Diagnostics and association of Alzheimer’s disease markers with metabolomic age.

Every cellular and metabolic process slows down with either regular chronological aging or induced accelerated aging by a chronic condition such as AD. In this aim, I propose to understand how the metabolites from cognitively normal subjects differ from the metabolites in AD subjects with a predicted model to calculate the brain metabolic age. To further validate my research, I plan on associating the predicted brain metabolic age to phenotypic data including MRI phenotypes, cognitive scores, plasma and CSF biomarkers. The bioenergetic rate of neurodegenerative brains have been reported to slow down at higher pace than regular brains mainly due to friction of oxidative and metabolic stress. My research wanted to understand how this metabolic stress can be used as a biomarker to AD progression by understanding how and which AD phenotypes the metabolic age associates with the best including MRI imaging phenotype, cognitive scores, CSF and plasma biomarkers. The significance of this study relies on training our model to predict the metabolic age on a dataset completely made of heathy subjects and predicting the metabolic age of subjects with AD on a different dataset. Such data crossover studies provide more insight on common factors of AD pathology. Furthermore, with longitudinal data and sex-based training, we hope to provide some insights on importance of metabolic changes in AD progression.

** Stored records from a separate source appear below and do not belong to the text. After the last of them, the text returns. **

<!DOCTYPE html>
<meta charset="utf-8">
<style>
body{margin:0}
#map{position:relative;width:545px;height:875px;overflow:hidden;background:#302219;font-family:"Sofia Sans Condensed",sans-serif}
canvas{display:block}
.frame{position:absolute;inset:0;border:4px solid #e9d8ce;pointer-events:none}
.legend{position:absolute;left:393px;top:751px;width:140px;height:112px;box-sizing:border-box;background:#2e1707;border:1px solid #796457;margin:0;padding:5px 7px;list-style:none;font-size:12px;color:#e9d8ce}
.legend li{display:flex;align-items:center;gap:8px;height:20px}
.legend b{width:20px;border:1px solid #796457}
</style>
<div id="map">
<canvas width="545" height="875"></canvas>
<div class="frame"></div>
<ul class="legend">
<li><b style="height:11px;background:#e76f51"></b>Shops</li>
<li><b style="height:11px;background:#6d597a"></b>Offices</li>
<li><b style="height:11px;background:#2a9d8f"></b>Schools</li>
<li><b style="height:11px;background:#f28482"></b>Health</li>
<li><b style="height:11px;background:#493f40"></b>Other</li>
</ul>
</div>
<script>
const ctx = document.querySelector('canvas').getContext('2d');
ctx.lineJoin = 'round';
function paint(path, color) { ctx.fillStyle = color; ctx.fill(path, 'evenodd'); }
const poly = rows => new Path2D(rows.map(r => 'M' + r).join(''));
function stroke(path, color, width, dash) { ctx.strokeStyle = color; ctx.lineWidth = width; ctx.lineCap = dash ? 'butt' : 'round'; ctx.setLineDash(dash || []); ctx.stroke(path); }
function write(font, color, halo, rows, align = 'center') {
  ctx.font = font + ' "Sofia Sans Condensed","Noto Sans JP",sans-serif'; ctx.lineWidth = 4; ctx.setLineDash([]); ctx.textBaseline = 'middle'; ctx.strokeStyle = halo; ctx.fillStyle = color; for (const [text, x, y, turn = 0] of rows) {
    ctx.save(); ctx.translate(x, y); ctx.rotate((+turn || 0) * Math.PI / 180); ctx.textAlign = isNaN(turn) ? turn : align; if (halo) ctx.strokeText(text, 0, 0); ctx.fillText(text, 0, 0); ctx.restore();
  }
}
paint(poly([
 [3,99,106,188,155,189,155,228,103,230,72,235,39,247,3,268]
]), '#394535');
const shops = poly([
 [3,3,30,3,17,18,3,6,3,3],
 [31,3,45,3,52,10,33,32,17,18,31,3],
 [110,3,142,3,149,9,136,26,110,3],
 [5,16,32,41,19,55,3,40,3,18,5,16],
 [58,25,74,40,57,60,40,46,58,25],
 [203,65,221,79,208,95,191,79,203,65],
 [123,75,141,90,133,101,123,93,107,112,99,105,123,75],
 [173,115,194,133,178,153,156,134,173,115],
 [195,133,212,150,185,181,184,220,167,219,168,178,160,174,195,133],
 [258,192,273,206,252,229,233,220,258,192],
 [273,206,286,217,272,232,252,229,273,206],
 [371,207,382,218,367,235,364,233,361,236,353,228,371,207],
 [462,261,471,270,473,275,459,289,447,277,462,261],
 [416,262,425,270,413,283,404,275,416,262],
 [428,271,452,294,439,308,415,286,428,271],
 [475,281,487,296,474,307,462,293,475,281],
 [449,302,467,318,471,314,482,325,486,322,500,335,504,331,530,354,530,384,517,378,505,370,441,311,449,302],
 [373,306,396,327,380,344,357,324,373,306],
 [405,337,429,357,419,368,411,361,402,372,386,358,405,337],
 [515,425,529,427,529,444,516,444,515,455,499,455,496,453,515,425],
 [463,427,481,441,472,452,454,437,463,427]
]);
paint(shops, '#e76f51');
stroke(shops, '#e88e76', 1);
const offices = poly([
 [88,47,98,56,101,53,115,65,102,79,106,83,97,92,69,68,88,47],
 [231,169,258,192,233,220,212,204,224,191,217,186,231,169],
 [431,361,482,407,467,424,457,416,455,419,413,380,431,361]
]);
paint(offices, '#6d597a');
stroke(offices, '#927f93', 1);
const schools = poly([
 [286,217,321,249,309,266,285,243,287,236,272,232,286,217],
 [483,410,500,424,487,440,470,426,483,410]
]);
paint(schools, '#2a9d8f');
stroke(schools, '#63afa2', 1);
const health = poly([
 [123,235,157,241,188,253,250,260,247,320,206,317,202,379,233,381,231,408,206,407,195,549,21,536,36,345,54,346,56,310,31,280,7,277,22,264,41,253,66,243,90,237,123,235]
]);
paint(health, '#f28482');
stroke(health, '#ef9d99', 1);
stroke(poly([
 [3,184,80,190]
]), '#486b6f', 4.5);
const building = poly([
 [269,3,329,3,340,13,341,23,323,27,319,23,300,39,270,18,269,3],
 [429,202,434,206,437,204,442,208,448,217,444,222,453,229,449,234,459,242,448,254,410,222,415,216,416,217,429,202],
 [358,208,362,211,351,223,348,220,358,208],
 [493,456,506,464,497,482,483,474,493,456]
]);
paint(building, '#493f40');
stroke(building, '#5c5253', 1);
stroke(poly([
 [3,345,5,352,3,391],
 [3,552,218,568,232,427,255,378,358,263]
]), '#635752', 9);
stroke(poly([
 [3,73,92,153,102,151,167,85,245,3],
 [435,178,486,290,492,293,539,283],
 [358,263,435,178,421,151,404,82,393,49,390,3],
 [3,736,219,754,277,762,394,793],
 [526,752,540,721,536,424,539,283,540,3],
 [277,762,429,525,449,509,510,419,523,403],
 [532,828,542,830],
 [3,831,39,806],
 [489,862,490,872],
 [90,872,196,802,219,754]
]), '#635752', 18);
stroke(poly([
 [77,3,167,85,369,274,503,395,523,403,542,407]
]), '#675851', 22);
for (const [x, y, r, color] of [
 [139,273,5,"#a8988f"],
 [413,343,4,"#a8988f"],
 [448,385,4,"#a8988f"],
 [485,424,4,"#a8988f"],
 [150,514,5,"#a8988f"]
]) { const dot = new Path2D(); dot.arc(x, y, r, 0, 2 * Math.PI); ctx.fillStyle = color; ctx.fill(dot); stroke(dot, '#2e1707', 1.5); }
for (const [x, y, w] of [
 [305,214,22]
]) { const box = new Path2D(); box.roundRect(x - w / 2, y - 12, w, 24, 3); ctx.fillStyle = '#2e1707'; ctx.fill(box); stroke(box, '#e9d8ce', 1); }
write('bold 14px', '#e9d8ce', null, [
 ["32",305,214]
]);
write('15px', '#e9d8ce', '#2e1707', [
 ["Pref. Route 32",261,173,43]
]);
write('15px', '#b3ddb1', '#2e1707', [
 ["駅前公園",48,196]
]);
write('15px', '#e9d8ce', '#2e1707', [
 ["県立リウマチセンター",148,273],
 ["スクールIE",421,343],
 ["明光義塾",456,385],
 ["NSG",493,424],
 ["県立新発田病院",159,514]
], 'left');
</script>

Our pipeline of utilizing the healthy subjects of one dataset to investigate the AD subjects and along with the longitudinal effect of the same metabolic is one of a kind. Our novelty stands in our process with also training the model using all the metabolites and how well it transfers over to the AD dataset. We also performed one-of-a-kind study with validation the multi-omics biomarker phenotypes of AD in terms of imaging, cognitive, CSF and plasma with the same metabolic age with the covariates. This study can be set as a foundation for better exploration of the bioenergetics as biomarker from the metabolome and insights from this study can be used for early detection of AD with just the metabolomic data which can be extracted much easier compared to the expression sample of the brain.